→ WHAT TO WORK ON
Anywhere the string "service" shows up in the listing below, copy the line it is in.

→ DATA EXTRACT
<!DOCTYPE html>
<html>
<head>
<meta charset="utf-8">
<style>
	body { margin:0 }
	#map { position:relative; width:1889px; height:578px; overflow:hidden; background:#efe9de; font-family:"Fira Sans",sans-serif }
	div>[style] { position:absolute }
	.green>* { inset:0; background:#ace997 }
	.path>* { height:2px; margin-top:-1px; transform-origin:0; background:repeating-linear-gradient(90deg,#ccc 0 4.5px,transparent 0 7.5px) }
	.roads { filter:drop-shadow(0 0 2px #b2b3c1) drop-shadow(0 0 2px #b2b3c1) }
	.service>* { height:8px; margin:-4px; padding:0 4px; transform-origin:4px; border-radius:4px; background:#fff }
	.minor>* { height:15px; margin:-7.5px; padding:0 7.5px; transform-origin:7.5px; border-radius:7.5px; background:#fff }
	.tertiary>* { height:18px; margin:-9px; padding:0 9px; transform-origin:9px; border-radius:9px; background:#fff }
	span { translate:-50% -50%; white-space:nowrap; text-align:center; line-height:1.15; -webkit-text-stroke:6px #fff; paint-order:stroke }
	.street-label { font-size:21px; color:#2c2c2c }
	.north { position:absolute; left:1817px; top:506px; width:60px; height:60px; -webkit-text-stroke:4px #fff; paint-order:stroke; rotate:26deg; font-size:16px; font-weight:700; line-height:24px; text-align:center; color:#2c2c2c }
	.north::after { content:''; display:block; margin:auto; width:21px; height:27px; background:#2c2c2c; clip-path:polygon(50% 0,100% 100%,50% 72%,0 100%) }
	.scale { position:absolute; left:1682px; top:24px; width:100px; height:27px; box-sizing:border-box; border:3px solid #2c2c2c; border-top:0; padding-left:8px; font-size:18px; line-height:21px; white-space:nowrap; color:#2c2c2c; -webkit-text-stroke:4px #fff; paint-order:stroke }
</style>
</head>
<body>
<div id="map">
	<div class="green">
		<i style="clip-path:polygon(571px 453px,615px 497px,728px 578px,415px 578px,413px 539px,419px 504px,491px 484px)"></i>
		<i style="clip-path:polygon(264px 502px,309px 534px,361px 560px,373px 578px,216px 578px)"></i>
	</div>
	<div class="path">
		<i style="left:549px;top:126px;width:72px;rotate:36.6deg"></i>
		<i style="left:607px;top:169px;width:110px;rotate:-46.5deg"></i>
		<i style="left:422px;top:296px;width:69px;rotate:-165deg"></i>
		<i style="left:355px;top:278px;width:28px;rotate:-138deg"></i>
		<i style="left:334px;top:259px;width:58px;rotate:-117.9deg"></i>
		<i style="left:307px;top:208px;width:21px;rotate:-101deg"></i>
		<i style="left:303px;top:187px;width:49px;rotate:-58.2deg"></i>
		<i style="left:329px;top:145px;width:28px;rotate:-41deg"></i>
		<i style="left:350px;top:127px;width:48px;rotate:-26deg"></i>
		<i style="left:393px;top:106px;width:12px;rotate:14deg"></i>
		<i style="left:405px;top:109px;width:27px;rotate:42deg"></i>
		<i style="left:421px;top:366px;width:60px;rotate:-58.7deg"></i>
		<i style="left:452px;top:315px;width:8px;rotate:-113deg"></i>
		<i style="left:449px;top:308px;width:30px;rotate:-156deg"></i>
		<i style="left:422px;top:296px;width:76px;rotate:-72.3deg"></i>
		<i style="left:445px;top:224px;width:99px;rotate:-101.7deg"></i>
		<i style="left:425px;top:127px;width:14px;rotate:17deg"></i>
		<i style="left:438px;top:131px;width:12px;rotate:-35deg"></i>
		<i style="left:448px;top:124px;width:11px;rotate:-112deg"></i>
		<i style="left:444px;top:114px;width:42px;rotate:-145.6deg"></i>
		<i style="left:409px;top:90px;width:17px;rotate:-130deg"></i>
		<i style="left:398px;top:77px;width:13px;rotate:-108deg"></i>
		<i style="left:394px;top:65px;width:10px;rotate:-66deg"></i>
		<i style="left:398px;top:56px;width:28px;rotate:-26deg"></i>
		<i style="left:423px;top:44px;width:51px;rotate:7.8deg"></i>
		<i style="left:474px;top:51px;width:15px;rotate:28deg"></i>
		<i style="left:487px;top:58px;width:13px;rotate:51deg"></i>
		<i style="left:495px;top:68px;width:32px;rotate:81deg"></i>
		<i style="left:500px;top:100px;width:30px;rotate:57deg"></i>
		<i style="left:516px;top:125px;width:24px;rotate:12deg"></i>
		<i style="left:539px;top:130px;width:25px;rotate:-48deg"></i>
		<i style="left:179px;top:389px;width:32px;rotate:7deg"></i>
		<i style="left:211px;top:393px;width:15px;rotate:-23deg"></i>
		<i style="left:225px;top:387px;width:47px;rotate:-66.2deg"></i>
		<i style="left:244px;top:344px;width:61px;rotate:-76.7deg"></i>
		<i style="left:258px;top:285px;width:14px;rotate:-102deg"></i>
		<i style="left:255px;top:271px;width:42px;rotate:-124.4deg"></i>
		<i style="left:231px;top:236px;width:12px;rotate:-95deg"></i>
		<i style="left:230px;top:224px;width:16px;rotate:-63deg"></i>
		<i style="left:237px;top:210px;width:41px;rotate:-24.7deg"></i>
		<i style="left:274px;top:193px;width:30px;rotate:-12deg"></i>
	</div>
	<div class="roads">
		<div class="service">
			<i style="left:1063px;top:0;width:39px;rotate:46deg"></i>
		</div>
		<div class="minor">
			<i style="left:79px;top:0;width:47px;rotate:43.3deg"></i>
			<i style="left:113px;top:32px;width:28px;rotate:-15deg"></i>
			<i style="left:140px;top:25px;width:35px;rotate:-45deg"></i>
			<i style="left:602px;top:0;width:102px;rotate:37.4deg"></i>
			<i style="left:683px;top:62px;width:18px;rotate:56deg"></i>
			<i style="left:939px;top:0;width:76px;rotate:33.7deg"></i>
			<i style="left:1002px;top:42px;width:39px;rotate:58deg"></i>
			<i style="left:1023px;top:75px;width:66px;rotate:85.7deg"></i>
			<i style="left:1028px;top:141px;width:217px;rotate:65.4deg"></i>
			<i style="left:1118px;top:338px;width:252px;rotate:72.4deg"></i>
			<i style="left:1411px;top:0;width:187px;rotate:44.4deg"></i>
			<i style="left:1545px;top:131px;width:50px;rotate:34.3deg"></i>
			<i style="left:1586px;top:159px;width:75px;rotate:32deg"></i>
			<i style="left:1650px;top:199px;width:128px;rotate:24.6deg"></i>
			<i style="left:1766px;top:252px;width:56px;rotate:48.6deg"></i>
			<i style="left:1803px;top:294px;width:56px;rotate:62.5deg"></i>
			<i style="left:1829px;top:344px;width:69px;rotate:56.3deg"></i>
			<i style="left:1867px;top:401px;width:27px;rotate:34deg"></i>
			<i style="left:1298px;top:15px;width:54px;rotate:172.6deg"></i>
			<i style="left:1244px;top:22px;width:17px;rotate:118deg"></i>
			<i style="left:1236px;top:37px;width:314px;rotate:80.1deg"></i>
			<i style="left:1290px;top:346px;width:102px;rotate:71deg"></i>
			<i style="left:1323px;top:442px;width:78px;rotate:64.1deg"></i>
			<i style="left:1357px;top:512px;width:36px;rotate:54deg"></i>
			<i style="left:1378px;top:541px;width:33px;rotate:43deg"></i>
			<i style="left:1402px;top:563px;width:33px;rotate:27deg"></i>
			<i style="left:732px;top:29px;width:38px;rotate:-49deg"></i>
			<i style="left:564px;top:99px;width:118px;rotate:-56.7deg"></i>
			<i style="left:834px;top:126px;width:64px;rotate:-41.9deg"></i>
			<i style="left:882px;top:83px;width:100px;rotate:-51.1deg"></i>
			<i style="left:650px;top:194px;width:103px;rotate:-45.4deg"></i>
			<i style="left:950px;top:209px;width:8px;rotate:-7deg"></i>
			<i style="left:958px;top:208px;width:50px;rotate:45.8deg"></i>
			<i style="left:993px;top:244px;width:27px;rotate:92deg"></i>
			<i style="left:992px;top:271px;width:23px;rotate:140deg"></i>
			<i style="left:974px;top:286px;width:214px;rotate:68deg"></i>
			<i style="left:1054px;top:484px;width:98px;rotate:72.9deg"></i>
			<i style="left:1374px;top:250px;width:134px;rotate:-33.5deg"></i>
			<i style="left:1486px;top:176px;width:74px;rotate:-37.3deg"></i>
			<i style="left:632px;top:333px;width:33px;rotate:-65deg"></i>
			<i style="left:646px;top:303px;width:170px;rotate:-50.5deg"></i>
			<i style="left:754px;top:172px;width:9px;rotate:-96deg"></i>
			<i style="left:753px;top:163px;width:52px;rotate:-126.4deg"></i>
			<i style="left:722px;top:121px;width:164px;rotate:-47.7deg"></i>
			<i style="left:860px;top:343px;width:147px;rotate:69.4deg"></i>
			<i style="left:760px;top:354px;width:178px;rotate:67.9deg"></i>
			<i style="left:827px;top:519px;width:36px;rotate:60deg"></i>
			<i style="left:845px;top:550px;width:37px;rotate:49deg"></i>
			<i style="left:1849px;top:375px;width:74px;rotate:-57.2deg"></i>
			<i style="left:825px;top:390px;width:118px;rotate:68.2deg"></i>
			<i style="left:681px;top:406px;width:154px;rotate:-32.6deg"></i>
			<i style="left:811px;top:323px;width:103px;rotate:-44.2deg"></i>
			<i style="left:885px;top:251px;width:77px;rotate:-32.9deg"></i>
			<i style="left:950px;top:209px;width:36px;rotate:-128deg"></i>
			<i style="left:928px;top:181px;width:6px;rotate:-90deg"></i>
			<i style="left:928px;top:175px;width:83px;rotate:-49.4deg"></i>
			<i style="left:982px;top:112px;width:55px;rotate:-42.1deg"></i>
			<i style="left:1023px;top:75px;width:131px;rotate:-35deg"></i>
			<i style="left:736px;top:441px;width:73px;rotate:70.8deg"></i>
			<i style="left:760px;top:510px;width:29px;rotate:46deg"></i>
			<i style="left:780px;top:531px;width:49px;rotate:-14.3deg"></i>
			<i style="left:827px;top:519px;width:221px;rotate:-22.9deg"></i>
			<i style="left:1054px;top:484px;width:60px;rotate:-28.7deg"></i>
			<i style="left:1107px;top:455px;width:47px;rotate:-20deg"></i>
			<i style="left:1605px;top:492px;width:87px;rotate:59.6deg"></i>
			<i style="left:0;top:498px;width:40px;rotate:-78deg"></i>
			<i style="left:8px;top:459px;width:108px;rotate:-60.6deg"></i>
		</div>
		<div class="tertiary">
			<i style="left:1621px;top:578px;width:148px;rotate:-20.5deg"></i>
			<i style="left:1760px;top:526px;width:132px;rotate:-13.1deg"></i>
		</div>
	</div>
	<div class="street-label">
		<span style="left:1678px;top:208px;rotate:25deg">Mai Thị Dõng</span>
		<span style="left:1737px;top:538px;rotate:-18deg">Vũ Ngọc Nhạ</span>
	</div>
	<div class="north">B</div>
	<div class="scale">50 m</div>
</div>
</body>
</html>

→ PROBLEM SOLUTION
	.service>* { height:8px; margin:-4px; padding:0 4px; transform-origin:4px; border-radius:4px; background:#fff }
		<div class="service">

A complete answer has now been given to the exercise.